- **Exercise instructions**
Lines from the records below that contain the word "JSON" are to be copied out.

- **Extracted entries**

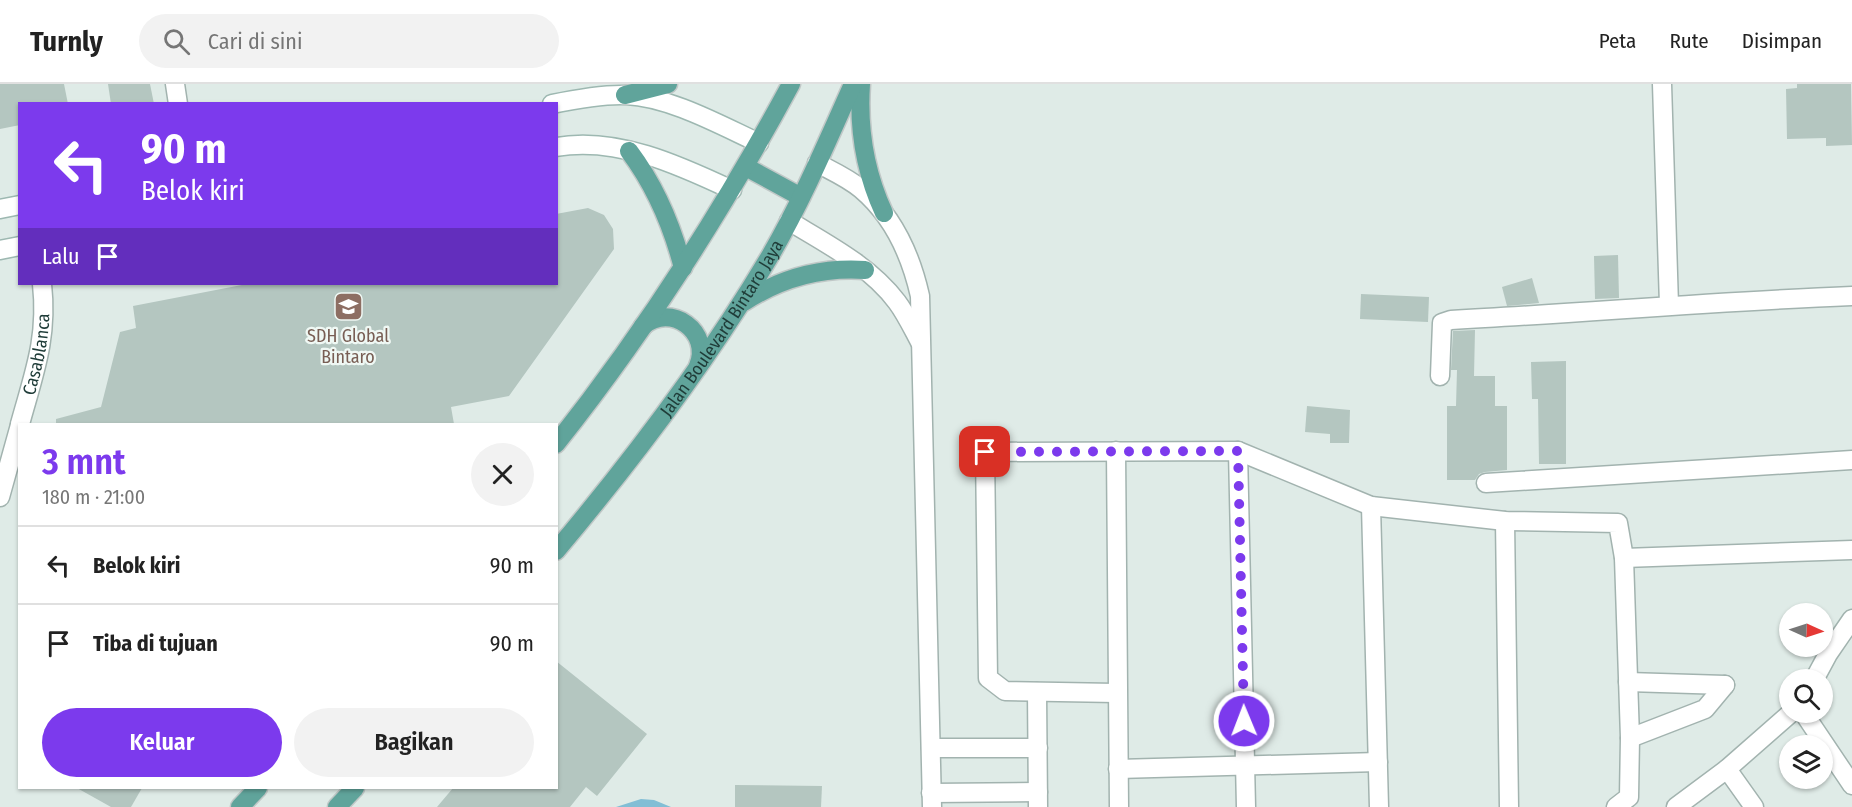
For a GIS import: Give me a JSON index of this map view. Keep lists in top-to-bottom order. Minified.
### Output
{"streets":{"main road":["Jalan Boulevard Bintaro Jaya"],"street":["Casablanca"]},"places":{"school or university":["SDH Global Bintaro"]},"north":"right","page":{"header":"Turnly","search":"Cari di sini","nav":["Peta","Rute","Disimpan"],"turn":["90 m","Belok kiri"],"then":"Lalu","heading":["3 mnt","180 m · 21:00"],"list":[{"name":"Belok kiri","value":"90 m"},{"name":"Tiba di tujuan","value":"90 m"}],"buttons":["Keluar","Bagikan"]}}
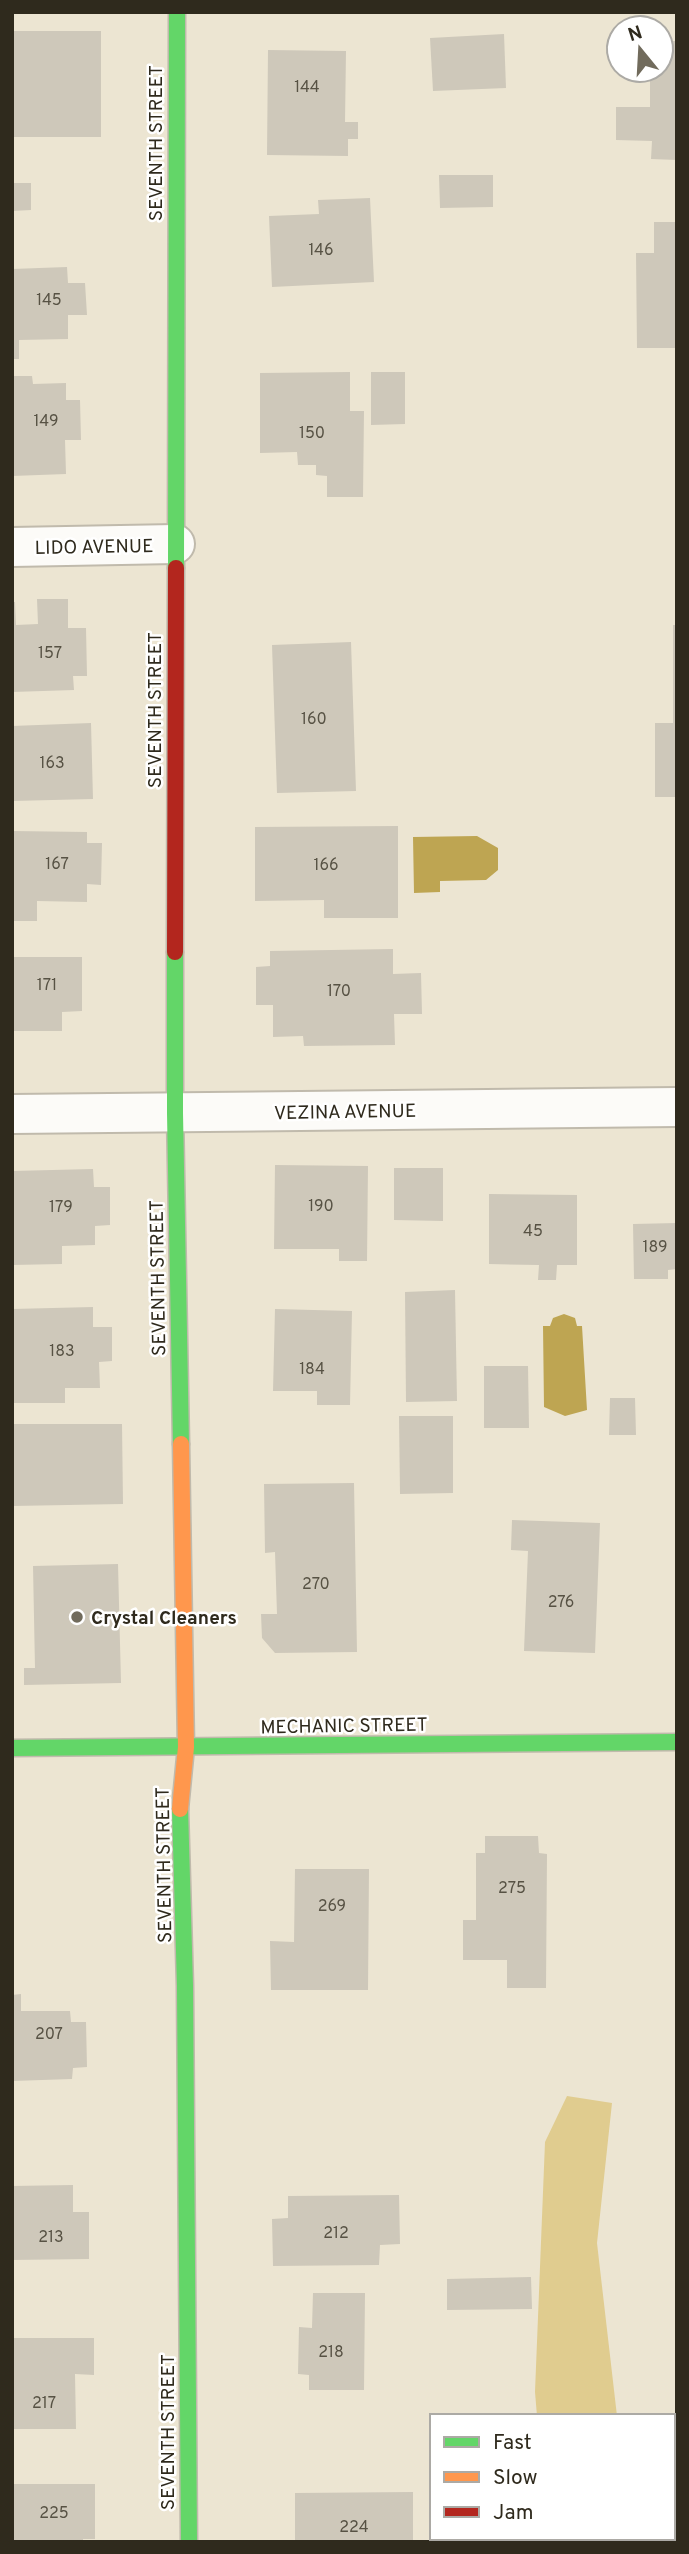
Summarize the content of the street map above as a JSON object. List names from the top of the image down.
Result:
{
  "streets": {
    "street": [
      "SEVENTH STREET",
      "LIDO AVENUE",
      "VEZINA AVENUE",
      "MECHANIC STREET"
    ]
  },
  "crossings": [
    ["SEVENTH STREET", "LIDO AVENUE"],
    ["SEVENTH STREET", "VEZINA AVENUE"],
    ["SEVENTH STREET", "MECHANIC STREET"]
  ],
  "places": ["Crystal Cleaners"],
  "house_numbers": [
    "144",
    "146",
    "145",
    "149",
    "150",
    "157",
    "160",
    "163",
    "167",
    "166",
    "171",
    "170",
    "190",
    "179",
    "45",
    "189",
    "183",
    "184",
    "270",
    "276",
    "275",
    "269",
    "207",
    "212",
    "213",
    "218",
    "217",
    "225",
    "224"
  ],
  "legend": ["Fast", "Slow", "Jam"],
  "north": "top"
}
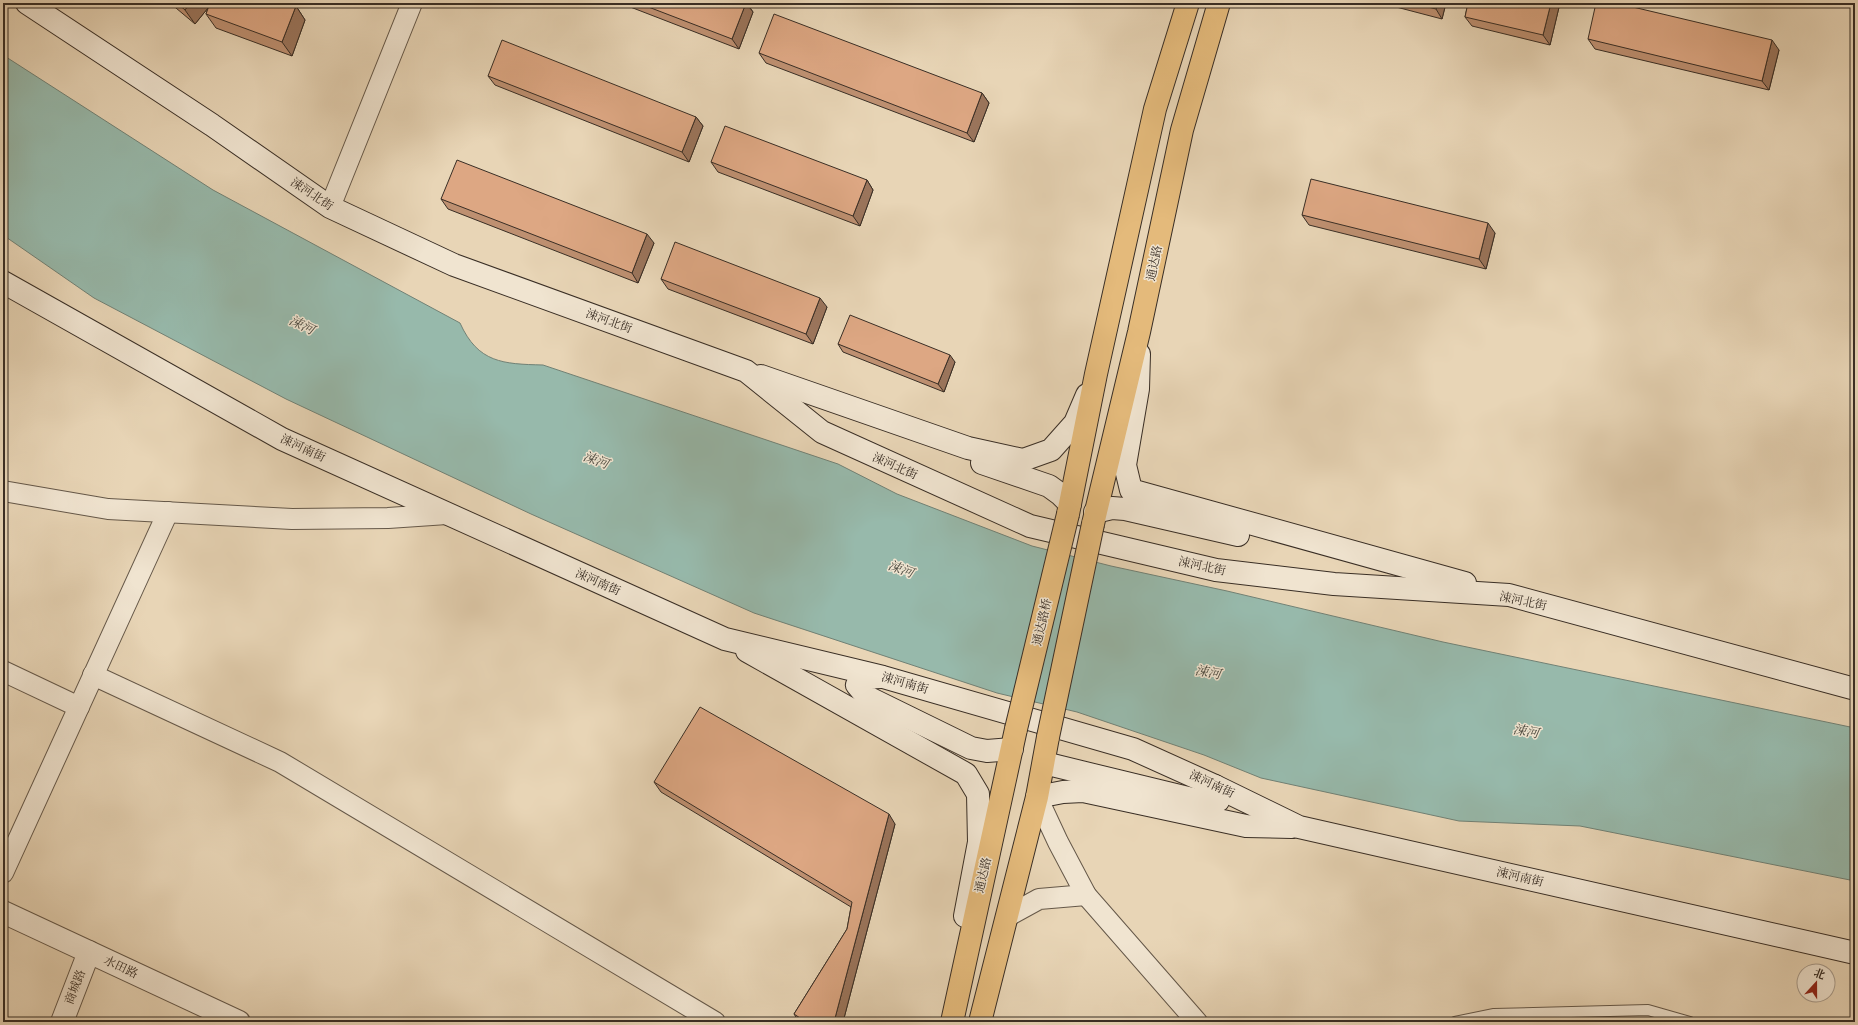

- **Finished task**
For a GIS import: Give me a JSON index of this map view. Keep lists in top-to-bottom order. Minified.
Summarize the content of the street map above as a JSON object. List names from the top of the image down.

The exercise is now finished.